Task description —
The lines to repeat are those below from the one containing "Read the screenshot" down to the one containing "Annotation task. Give", both included; reproduce them exactly and nothing else.

*** Records shown ***

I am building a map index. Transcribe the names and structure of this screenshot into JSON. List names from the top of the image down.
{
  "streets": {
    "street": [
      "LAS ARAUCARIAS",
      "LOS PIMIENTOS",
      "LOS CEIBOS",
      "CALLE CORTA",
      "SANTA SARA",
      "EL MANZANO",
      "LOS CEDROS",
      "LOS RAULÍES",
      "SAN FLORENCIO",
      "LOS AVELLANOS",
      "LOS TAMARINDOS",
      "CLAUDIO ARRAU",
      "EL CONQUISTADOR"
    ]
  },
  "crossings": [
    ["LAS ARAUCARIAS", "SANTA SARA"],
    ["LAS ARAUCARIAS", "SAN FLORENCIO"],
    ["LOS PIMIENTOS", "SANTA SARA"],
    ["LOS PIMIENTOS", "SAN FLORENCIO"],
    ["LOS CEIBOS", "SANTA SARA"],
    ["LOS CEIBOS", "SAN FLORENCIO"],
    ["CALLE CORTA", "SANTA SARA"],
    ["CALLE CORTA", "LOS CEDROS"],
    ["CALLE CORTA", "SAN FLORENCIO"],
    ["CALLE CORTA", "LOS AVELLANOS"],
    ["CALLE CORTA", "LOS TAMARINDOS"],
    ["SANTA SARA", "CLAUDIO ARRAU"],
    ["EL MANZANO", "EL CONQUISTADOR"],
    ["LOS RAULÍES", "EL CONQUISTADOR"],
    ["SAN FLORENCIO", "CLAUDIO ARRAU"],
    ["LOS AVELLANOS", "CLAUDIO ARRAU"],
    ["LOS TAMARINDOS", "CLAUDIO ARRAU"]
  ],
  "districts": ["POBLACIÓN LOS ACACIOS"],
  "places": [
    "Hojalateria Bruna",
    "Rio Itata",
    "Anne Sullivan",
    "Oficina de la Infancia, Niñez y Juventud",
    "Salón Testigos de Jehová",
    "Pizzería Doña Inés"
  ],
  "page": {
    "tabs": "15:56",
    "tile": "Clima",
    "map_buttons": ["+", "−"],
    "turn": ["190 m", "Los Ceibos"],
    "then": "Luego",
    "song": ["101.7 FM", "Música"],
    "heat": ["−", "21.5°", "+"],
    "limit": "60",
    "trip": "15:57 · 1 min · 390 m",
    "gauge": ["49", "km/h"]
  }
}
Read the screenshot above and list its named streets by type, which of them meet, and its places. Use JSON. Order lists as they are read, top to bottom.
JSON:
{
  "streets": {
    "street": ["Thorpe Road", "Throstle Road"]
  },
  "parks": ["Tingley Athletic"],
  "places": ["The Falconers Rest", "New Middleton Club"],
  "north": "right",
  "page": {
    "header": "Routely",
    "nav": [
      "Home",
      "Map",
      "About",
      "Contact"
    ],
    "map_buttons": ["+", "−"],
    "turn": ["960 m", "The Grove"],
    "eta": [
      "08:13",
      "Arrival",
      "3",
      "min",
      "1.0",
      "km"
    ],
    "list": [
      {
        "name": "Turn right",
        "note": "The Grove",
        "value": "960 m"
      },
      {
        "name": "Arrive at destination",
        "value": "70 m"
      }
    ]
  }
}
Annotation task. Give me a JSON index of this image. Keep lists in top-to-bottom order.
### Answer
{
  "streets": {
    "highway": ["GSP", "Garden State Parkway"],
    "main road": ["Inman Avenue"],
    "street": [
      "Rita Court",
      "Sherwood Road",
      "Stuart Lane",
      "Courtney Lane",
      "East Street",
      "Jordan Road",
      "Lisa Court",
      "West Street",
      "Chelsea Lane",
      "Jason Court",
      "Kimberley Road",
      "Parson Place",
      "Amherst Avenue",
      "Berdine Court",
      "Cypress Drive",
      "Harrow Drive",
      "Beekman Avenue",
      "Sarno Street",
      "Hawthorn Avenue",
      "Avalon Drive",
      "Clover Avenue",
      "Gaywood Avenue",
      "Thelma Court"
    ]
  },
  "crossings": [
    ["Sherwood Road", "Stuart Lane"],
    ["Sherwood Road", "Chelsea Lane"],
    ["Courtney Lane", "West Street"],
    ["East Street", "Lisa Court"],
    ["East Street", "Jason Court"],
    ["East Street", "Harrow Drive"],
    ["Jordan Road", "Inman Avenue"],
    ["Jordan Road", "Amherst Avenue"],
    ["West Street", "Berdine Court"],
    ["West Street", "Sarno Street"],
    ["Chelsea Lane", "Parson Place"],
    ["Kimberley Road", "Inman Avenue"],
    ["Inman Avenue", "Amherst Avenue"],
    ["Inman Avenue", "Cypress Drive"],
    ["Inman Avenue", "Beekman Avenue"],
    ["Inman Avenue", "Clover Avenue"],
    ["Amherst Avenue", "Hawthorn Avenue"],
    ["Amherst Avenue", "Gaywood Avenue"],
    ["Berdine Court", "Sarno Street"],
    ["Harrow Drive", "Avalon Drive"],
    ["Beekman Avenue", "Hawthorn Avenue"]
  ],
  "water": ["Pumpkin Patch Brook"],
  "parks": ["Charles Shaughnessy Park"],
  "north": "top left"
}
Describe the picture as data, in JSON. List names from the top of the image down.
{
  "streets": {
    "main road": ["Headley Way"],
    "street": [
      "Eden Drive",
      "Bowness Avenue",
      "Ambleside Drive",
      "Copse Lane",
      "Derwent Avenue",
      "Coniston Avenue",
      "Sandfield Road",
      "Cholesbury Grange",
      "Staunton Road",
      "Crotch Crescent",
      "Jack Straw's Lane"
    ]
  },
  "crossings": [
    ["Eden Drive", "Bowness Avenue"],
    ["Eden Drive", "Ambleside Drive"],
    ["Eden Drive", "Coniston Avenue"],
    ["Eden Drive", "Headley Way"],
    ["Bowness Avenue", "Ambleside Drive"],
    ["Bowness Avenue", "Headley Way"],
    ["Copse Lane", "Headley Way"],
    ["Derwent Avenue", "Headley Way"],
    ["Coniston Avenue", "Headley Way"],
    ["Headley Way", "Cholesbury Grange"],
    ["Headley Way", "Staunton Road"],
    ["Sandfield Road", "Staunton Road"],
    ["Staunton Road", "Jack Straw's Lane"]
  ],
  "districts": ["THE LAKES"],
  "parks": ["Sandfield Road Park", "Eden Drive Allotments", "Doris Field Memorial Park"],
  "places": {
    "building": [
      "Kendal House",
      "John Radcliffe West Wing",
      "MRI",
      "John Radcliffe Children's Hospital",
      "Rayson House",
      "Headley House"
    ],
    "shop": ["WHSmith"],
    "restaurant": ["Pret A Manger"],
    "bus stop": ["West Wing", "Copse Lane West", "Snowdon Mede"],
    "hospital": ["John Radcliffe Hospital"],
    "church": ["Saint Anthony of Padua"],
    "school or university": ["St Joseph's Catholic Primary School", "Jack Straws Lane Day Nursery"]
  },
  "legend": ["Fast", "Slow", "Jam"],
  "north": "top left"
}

*** End of Records shown ***

Task output —
Read the screenshot above and list its named streets by type, which of them meet, and its places. Use JSON. Order lists as they are read, top to bottom.
JSON:
{
  "streets": {
    "street": ["Thorpe Road", "Throstle Road"]
  },
  "parks": ["Tingley Athletic"],
  "places": ["The Falconers Rest", "New Middleton Club"],
  "north": "right",
  "page": {
    "header": "Routely",
    "nav": [
      "Home",
      "Map",
      "About",
      "Contact"
    ],
    "map_buttons": ["+", "−"],
    "turn": ["960 m", "The Grove"],
    "eta": [
      "08:13",
      "Arrival",
      "3",
      "min",
      "1.0",
      "km"
    ],
    "list": [
      {
        "name": "Turn right",
        "note": "The Grove",
        "value": "960 m"
      },
      {
        "name": "Arrive at destination",
        "value": "70 m"
      }
    ]
  }
}
Annotation task. Give me a JSON index of this image. Keep lists in top-to-bottom order.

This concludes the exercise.